After the incident, Katebi took to her website to share her reaction the fact that Potash brought up weapons during a discussion about fashion. “So hindsight is 20/20, and I honestly should have just stopped him right there and questioned why he thought it was okay to make this ridiculous comment and pose it as a question. (I think I was too excited to answer the question than question his premises),” she wrote, explaining how she’s often cornered into discussing Iranian politics.
She then said being told she didn’t sound American was a double standard. “Are they saying that Americans must not question their government, must see the world in black and white, and chose simplicity over nuanced understandings? In that case, you all are doing it right,” she added. “But furthermore, what an incredibly loaded statement to say to a visibly Muslim woman on live TV, pushing every stereotype of 'other,' 'foreign,' and 'incompatible with America' that Muslims are so systematically characterized as—and therefore used as justification to commit violence against, both here and abroad. If a white person said the same things as I did I guarantee you their 'American-ness' would not have been questioned.”
On Wednesday, Katebi took to Twitter to first thank those who have supported her stance, and also provide an update in which we learned anchor Robin Baumgarten later apologized to her, to which she replied with a few proposals. “The apology was important, but it’s also important to be able to use this moment as a teaching tool, and prevent it from happening again.

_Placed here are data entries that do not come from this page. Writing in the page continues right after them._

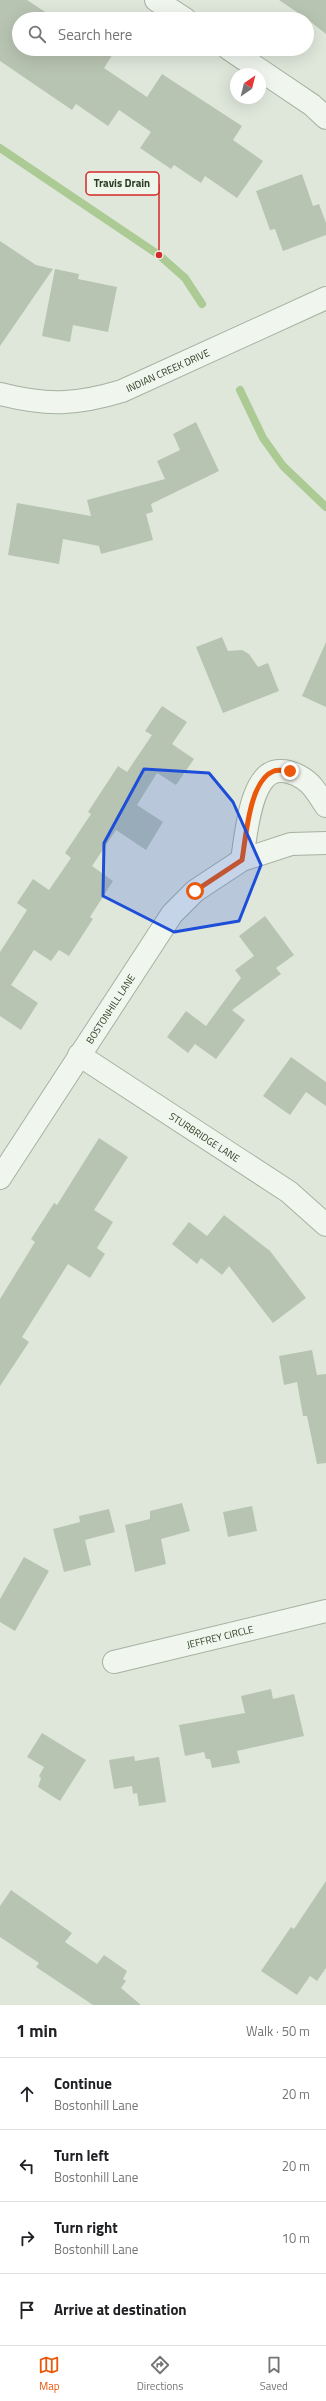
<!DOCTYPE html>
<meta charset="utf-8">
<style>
:root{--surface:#fff;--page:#f2f2f2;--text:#202124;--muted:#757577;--line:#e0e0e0;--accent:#ea580c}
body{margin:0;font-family:"Titillium Web",sans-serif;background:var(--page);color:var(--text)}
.compass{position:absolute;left:230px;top:68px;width:36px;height:36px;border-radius:50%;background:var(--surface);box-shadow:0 4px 16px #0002;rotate:35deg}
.stop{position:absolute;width:12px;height:12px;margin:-9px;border:3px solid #ea580c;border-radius:50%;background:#fff}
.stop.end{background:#ea580c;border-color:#fff;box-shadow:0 1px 4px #0008}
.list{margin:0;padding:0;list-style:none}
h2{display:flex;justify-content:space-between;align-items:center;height:52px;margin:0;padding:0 16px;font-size:17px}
h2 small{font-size:13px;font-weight:400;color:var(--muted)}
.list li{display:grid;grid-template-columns:26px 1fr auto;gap:12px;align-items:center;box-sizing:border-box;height:72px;padding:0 16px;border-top:1px solid var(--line)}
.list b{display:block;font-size:15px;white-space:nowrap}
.list p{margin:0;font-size:13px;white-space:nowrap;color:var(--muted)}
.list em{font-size:13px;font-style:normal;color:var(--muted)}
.icon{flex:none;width:22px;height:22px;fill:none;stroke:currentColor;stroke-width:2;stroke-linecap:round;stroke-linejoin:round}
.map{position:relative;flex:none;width:326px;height:2005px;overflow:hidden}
.search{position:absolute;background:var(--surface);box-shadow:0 4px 16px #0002;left:12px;right:12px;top:12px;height:44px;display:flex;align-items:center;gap:10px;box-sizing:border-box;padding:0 14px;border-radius:22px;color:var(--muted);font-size:15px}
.sheet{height:340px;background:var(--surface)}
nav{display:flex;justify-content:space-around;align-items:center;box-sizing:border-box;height:56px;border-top:1px solid var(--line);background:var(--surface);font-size:11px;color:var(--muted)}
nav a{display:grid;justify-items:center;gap:2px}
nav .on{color:var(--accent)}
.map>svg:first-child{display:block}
</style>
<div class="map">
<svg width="326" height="2005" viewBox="0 0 326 2005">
<rect width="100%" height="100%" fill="#dfe7db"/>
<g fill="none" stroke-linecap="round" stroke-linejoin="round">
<!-- stream -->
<path stroke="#acca93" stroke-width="8" d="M0 148 159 255 185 278 202 304
M240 390 263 438 283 466 326 507"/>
</g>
<!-- building -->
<path fill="#b8c4b2" d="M0 0H27L56 19H19V49H116L104 68 147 97 162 74 242 126 233 140 263 161 237 198 205 176 201 183 174 165 171 169 140 148 151 132 119 110 108 126 76 104 72 110 0 61Z
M279 0H326V34L307 19Z
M302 174 313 206 319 204 326 223V235L283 251 275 229 270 230 256 191Z
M0 241 36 265 53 269 0 346Z
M55 269 79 274 78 279 117 287 108 332 73 325 70 342 42 336Z
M196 422 219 471 151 504 153 512 146 514 153 540 101 554 99 546 63 539 59 564 8 555 17 503 91 516 87 500 165 479 157 461 180 450 173 434Z
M222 637 228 651 242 650 249 654 258 667 268 663 279 691 223 713 196 647Z
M326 642V707L302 696Z
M162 706 187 722 172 744 194 759 176 785 157 773 137 805 163 822 146 850 116 830 92 866 113 881 90 917 93 919 69 956 59 950 51 961 34 950 11 985 38 1003 21 1030 0 1016V952L27 910 17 903 33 879 49 890 71 858 65 853 91 814 88 812 118 766 127 772 152 735 145 731Z
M265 916 294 955 276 968 281 974 232 1010 245 1020 216 1059 195 1044 188 1053 167 1037 186 1011 206 1026 241 978 235 970 254 956 239 936Z
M291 1057 326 1082V1106L306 1092 290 1115 263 1096Z
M99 1138 128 1157 94 1210 113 1222 97 1248 105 1254 90 1278 68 1264 22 1337 29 1342 0 1386V1299L35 1242 31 1239 54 1203 57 1205Z
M224 1215 270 1251 306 1298 273 1323 229 1266 222 1275 201 1258 197 1264 172 1244 189 1222 207 1236Z
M312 1350 317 1375 326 1374V1463L317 1464 307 1416H303L297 1382 284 1385 279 1356Z
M182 1503 190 1531 161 1539 166 1564 135 1572 125 1525 150 1519V1511Z
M252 1506 257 1531 228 1537 223 1512Z
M109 1509 115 1532 85 1540 91 1565 64 1572 53 1529 80 1522 79 1516Z
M24 1557 49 1571 15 1631 0 1622V1599Z
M271 1689 273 1699 294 1694 304 1736 237 1751 240 1763 212 1768 210 1759H206L204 1752 185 1756 179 1725 245 1713 241 1696Z
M42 1733 86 1760 60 1801 38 1787 41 1778 39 1776 44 1767 27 1757Z
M134 1756 135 1761 159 1757 166 1802 139 1806 137 1793 133 1794 132 1786 114 1789 109 1760Z
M326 1881V1968L317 1981 310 1976 297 1995 261 1971 291 1927 294 1929Z
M11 1890 72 1933 65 1942 97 1964 104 1955 127 1971 123 1979 126 1981 121 1988 141 2005H93L36 1967 39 1963 0 1937V1906Z"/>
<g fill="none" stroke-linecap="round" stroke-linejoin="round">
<!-- street casing -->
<g stroke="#a6b1a0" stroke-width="24">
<g id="street">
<path d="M156 0 185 19"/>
<path d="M229 49 312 105 326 118"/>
<path id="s1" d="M0 394C47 406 76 405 122 391L326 298"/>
<path d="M242 860C246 837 250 768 282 771 291 771 303 777 310 784 316 790 321 799 326 806"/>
<path id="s2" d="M79 1055 289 1192 326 1225"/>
<path id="s3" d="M0 1178 172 914 195 891 242 860 291 844 326 843"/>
<path id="s4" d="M114 1662 326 1611"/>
</g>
</g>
<!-- street -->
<use href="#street" stroke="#f0f5ee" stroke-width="22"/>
</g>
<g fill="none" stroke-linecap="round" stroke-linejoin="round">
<!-- route -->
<path stroke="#ea580c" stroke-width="5" d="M195 891 242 860C246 838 249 780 274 771 278 769 285 771 290 771"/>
</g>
<!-- marked area -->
<path fill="#1d4ed8" fill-opacity="0.2" stroke="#1d4ed8" stroke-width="3" stroke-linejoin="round" d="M144 769 209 773 233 802 261 865 239 921 174 932 103 896 104 843Z"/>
<g text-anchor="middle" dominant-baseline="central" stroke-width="3" stroke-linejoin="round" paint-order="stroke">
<!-- street labels -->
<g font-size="10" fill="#2d3e24" stroke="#eef5eb">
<text stroke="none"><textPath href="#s1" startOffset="174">INDIAN CREEK DRIVE</textPath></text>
<text stroke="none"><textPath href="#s3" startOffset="202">BOSTONHILL LANE</textPath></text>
<text stroke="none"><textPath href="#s2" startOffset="150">STURBRIDGE LANE</textPath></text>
<text stroke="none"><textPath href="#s4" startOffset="109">JEFFREY CIRCLE</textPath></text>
</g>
</g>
<!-- callouts -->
<path fill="none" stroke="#d62828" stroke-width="1.5" d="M159 255L159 184"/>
<circle fill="#d62828" stroke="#eef5eb" stroke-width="1.5" cx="159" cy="255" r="4"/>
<rect fill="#eef5eb" stroke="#d62828" stroke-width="1.5" x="86" y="172" width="73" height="23" rx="4"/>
<g font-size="11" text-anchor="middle" font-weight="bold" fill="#2d3e24">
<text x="122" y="187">Travis Drain</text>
</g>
</svg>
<svg class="compass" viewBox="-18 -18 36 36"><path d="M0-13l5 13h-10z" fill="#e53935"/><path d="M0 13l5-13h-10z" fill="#757577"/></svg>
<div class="stop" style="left:195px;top:891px"></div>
<div class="stop end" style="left:290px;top:771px"></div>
<div class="search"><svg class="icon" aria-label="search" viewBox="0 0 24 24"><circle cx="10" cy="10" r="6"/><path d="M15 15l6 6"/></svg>Search here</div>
</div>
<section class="sheet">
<h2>1 min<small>Walk · 50 m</small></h2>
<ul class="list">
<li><svg class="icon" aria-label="ahead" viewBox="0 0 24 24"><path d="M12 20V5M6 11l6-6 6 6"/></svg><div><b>Continue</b><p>Bostonhill Lane</p></div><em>20 m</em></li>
<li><svg class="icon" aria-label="left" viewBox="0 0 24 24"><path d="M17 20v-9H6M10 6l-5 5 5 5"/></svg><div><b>Turn left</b><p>Bostonhill Lane</p></div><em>20 m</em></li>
<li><svg class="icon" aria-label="right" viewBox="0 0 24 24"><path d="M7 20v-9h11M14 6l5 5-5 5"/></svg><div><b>Turn right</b><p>Bostonhill Lane</p></div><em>10 m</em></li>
<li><svg class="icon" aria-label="arrive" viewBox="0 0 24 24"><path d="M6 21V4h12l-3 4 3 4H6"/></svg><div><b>Arrive at destination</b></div></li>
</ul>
</section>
<nav>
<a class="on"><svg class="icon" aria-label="map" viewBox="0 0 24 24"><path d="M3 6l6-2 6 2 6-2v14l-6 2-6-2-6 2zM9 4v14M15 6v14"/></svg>Map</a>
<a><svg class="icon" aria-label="directions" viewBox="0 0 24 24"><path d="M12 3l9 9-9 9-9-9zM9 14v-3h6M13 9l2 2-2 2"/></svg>Directions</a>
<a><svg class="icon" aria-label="saved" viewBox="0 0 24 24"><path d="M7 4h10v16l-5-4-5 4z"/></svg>Saved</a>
</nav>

Let’s raise the bar,” she wrote.
The response to her initial tweet about the incident was met with much applause.
On Thursday, Katebi offered more details about the apology to InStyle. "This isn't about Hoda vs. WGN. This is really about the normalization of stereotypes that feed into systematic anti-Muslim racism. It really is a larger conversation that needs to be had, and I would be happy to appear on-air with both Larry and Robin and go over the conversation together as an important part of shifting our narratives and mindsets," she told InStyle. "Unfortunately, Larry has not only not made contact since the interview was conducted, and the morning before the conversation was set to happen—this morning—I was called back and told that they have changed their minds and want to go with a different story, one that I would be able to come back on the show. But it would be pre-recorded and edited by them. They told me that they did not trust me."
For Katebi, it was important to react eloquently, and not lose her cool. "People of color, especially women of color, are put under a microscope, and how we react is always policed. I knew that if I showed anything side from casual amusement, that I would have been scrutinized as angry and emotional—labels that are often times placed on women and women of color, especially black women," she added. "Ultimately, I think rage an anger is powerful, righteous, and justified."
"To young women watching this, I deeply love and appreciate the love and support, but this is not about me—this is about resistance, about questioning the stories you're being told, and not being afraid to do something about it," she said in response to any message she was for young women watching her response. "This is about being unafraid in getting up and fighting for your community, and that you're not alone. Don't allow injustice, however small or large, to go unchallenged. We're in this all together, after all!"